Smiling Back at Me

Tucked away in a box of odds and ends, I found a lost photograph of me as a baby.  It was just a picture of me in a blue jumper, half smiling with my head resting on a pillow.  My name and age were scrawled on the back in smudged pencil.  I showed the picture to my wife.  She could hardly believe that it was me, although there was something that she recognized about the eyes.  She was so taken with this photograph, she commissioned a full-sized portrait of it painted.  She hung the portrait over the fireplace.  For the rest of my life, I had to see it hanging there, smiling back at me, every time I walked into the room.  I got so tired of it.


5 thoughts on “Smiling Back at Me

  1. to me this epitomizes the frustration of being typecast by someone close to us, e.g. our grown-up children, who may not quite forgive us for failing to correspond to their childhood idea of who we are.
    [note typo: belief > believe]

    Liked by 1 person

    1. Oooh, good catch on the typo. I thought you were talking about your comment for a second, giving me a heads up to fix it, but then that didn’t make any sense.

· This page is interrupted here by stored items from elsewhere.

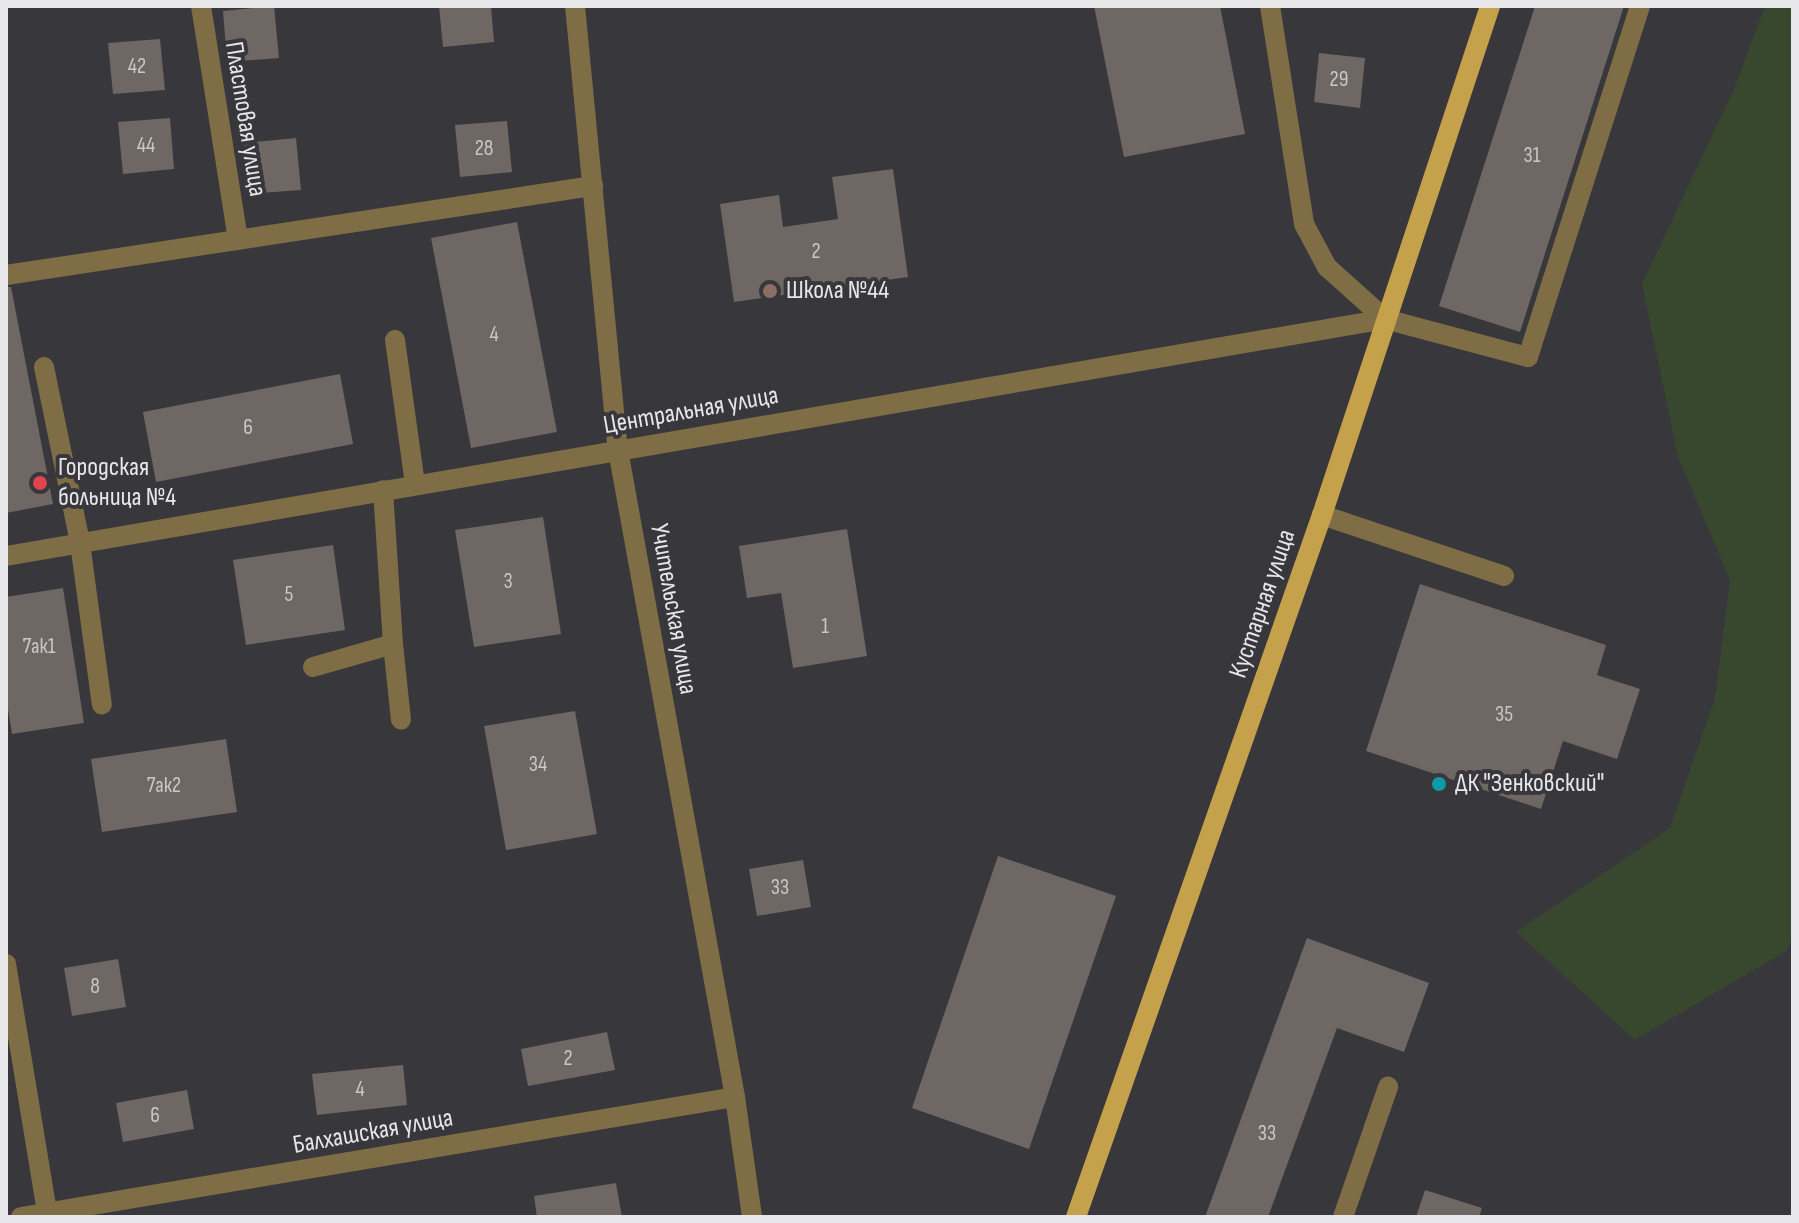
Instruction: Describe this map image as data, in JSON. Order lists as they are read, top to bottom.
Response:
{
  "streets": {
    "main road": ["Кустарная улица"],
    "street": [
      "Пластовая улица",
      "Центральная улица",
      "Учительская улица",
      "Балхашская улица"
    ]
  },
  "crossings": [
    ["Центральная улица", "Кустарная улица"],
    ["Центральная улица", "Учительская улица"],
    ["Учительская улица", "Балхашская улица"]
  ],
  "places": ["Школа №44", "Городская больница №4", "ДК \"Зенковский\""],
  "house_numbers": [
    "42",
    "29",
    "44",
    "28",
    "31",
    "2",
    "4",
    "6",
    "3",
    "5",
    "1",
    "7ак1",
    "35",
    "34",
    "7ак2",
    "33",
    "8",
    "2",
    "4",
    "6",
    "33"
  ]
}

      RE your interpretation: That is something I’ve thought about before, how sometimes people you know don’t give you a chance to grow as a person because they insist on treating you by this fixed idea that they have of you. My father could be like that. And it was something that I was all the more acutely aware of because there were times when long periods would pass between instances of seeing him. So it wasn’t even like I was trying to make it a point that I had “grown” or “changed”; it would just be a fact given the time gone by. It caused some awkwardness.

      Liked by 1 person

  2. I hate my baby pictures, because I looked like a very stupid child. Like, that slack jawed kind of smile where nobody’s home upstairs but somehow that doesn’t matter. I’m almost angry just thinking about it. I don’t think I’d want a portrait sized painting of that.